It has been two years since Robin
Williams died, and his widow, Susan Schneider Williams, continues to work to
spread awareness of the brain disease that led to his suicide, Lewy Body
Disease.
In a heartbreaking essay titled
"The Terrorist Inside My Husband's Brain," Susan writes about her
late husband's final few months and how the disease that he didn't know he had
consumed his life. Sharing that Robin's many symptoms didn't fit any one diagnosis,
Susan explains that he had to deal with not only physical limitations such as
heartburn and poor sense of smell but also mental incapacitation.
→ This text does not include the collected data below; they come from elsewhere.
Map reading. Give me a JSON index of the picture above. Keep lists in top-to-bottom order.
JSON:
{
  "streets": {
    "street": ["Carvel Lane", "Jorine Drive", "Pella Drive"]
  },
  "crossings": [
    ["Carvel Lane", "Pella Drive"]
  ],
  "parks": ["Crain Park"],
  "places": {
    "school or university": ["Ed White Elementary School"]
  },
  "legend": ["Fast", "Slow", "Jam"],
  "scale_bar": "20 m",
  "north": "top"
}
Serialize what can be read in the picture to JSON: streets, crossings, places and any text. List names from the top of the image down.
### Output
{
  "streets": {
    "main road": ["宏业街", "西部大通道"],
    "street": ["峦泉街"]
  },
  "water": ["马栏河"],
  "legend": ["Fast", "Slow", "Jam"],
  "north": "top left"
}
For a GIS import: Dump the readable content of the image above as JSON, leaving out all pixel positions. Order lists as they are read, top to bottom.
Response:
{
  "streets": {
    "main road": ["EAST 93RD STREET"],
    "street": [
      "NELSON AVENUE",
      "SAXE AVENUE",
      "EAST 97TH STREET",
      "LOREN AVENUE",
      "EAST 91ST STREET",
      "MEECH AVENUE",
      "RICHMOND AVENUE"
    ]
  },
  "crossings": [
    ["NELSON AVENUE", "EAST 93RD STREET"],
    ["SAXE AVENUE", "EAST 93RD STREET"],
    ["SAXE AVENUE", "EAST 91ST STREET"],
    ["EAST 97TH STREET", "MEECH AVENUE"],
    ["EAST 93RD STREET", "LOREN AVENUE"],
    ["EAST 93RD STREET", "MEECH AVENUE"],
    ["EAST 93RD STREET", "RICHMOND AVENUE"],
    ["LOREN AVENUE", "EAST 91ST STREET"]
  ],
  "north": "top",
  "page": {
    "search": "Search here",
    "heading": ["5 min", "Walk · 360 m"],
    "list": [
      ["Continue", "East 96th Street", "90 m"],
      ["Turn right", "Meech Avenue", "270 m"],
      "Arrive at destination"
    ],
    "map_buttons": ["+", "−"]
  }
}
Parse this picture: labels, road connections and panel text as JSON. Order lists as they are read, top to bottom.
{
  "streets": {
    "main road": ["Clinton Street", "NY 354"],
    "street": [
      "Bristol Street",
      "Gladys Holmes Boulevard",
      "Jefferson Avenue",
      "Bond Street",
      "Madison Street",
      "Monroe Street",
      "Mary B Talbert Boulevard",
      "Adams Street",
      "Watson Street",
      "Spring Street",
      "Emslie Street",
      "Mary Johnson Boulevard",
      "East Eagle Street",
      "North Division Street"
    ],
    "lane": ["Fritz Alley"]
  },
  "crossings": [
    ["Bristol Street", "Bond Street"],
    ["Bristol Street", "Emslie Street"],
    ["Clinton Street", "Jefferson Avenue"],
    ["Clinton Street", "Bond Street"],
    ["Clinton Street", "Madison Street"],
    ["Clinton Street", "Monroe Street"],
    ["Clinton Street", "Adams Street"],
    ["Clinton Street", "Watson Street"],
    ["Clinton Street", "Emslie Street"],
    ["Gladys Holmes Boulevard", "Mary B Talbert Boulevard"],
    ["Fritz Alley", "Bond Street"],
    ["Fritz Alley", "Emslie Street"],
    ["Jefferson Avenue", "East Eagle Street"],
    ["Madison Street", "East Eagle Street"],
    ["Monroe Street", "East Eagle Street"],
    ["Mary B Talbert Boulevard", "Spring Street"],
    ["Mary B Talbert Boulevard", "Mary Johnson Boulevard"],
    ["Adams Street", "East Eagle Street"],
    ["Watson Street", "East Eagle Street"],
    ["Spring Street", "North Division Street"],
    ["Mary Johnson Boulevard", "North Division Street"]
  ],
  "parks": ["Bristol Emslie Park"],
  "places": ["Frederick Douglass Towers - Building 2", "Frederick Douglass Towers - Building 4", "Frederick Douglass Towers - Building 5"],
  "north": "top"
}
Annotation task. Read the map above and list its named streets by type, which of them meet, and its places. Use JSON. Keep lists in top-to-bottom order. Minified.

"By wintertime, problems with
paranoia, delusions and looping, insomnia, memory, and high cortisol levels—just
to name a few—were settling in hard," she writes. "Psychotherapy and
other medical help was becoming a constant in trying to manage and solve these
seemingly disparate conditions."
while filming Night at the
Museum 3. "This loss of memory and inability to control his anxiety
was devastating to him," she writes. One month before he died, Robin was
diagnosed with Parkinson's disease, and while he found comfort that there were
some answers, he continued to struggle.
"He kept saying, 'I just want
to reboot my brain.'" Susan recalls. "When we were in the
neurologist's office learning exactly what this meant, Robin had a chance to
ask some burning questions. He asked, 'Do I have Alzheimer's? Dementia? Am I
schizophrenic?' and when his doctor said 'No,' Robin was unsatisfied."
Although his condition continued to
worsen, Susan recalls what would be their final day together—and how it gave
her hope that his health would improve. "We did all the things we love on
Saturday day and into the evening, it was perfect—like one long date,"
writes Susan. "By the end of Sunday, I was feeling that he was getting
better. When we retired for sleep, in our customary way, my husband said to me,
'Goodnight, my love,' and waited for my familiar reply: 'Goodnight, my love.'
His words still echo through my heart today."
She ends the essay by thanking all
the doctors and scientists who continue to research LBD. "Thank you for
what you have done, and for what you are about to do."